*** Source records Section Begins ***

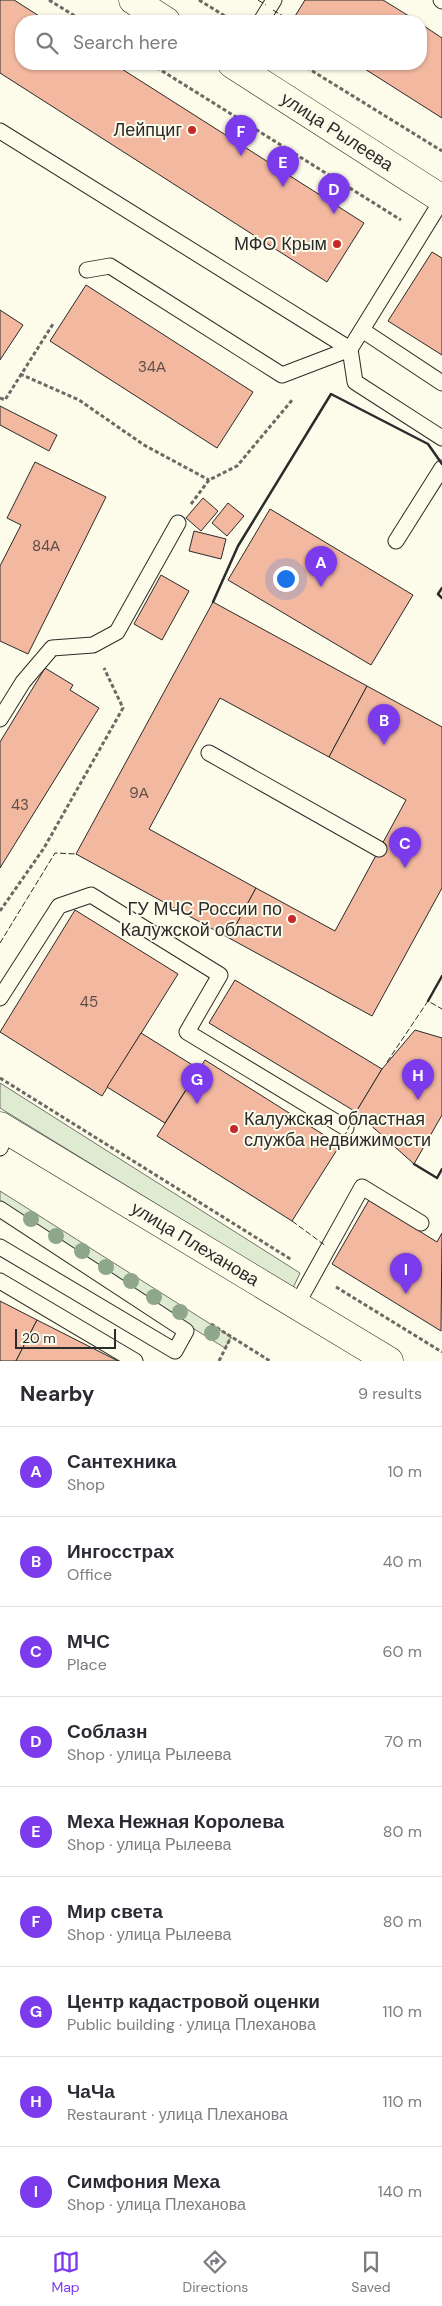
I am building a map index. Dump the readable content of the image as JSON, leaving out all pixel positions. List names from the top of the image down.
{
  "streets": {
    "main road": ["улица Рылеева", "улица Плеханова"]
  },
  "places": [
    "Лейпциг",
    "МФО Крым",
    "ГУ МЧС России по Калужской области",
    "Калужская областная служба недвижимости"
  ],
  "house_numbers": [
    "34А",
    "84А",
    "9А",
    "43",
    "45"
  ],
  "scale_bar": "20 m",
  "page": {
    "search": "Search here",
    "pins": [
      "F",
      "E",
      "D",
      "A",
      "B",
      "C",
      "H",
      "G",
      "I"
    ],
    "scale": "20 m",
    "heading": ["Nearby", "9 results"],
    "list": [
      {
        "mark": "A",
        "name": "Сантехника",
        "note": "Shop",
        "value": "10 m"
      },
      {
        "mark": "B",
        "name": "Ингосстрах",
        "note": "Office",
        "value": "40 m"
      },
      {
        "mark": "C",
        "name": "МЧС",
        "note": "Place",
        "value": "60 m"
      },
      {
        "mark": "D",
        "name": "Соблазн",
        "note": "Shop · улица Рылеева",
        "value": "70 m"
      },
      {
        "mark": "E",
        "name": "Меха Нежная Королева",
        "note": "Shop · улица Рылеева",
        "value": "80 m"
      },
      {
        "mark": "F",
        "name": "Мир света",
        "note": "Shop · улица Рылеева",
        "value": "80 m"
      },
      {
        "mark": "G",
        "name": "Центр кадастровой оценки",
        "note": "Public building · улица Плеханова",
        "value": "110 m"
      },
      {
        "mark": "H",
        "name": "ЧаЧа",
        "note": "Restaurant · улица Плеханова",
        "value": "110 m"
      },
      {
        "mark": "I",
        "name": "Симфония Меха",
        "note": "Shop · улица Плеханова",
        "value": "140 m"
      }
    ],
    "nav": ["Map", "Directions", "Saved"]
  }
}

*** Source records Section Ends ***

**What this task involves:** Read the entries and show each line that mentions "улица".

**Solution for this exercise:**
    "main road": ["улица Рылеева", "улица Плеханова"]
        "note": "Shop · улица Рылеева",
        "note": "Shop · улица Рылеева",
        "note": "Shop · улица Рылеева",
        "note": "Public building · улица Плеханова",
        "note": "Restaurant · улица Плеханова",
        "note": "Shop · улица Плеханова",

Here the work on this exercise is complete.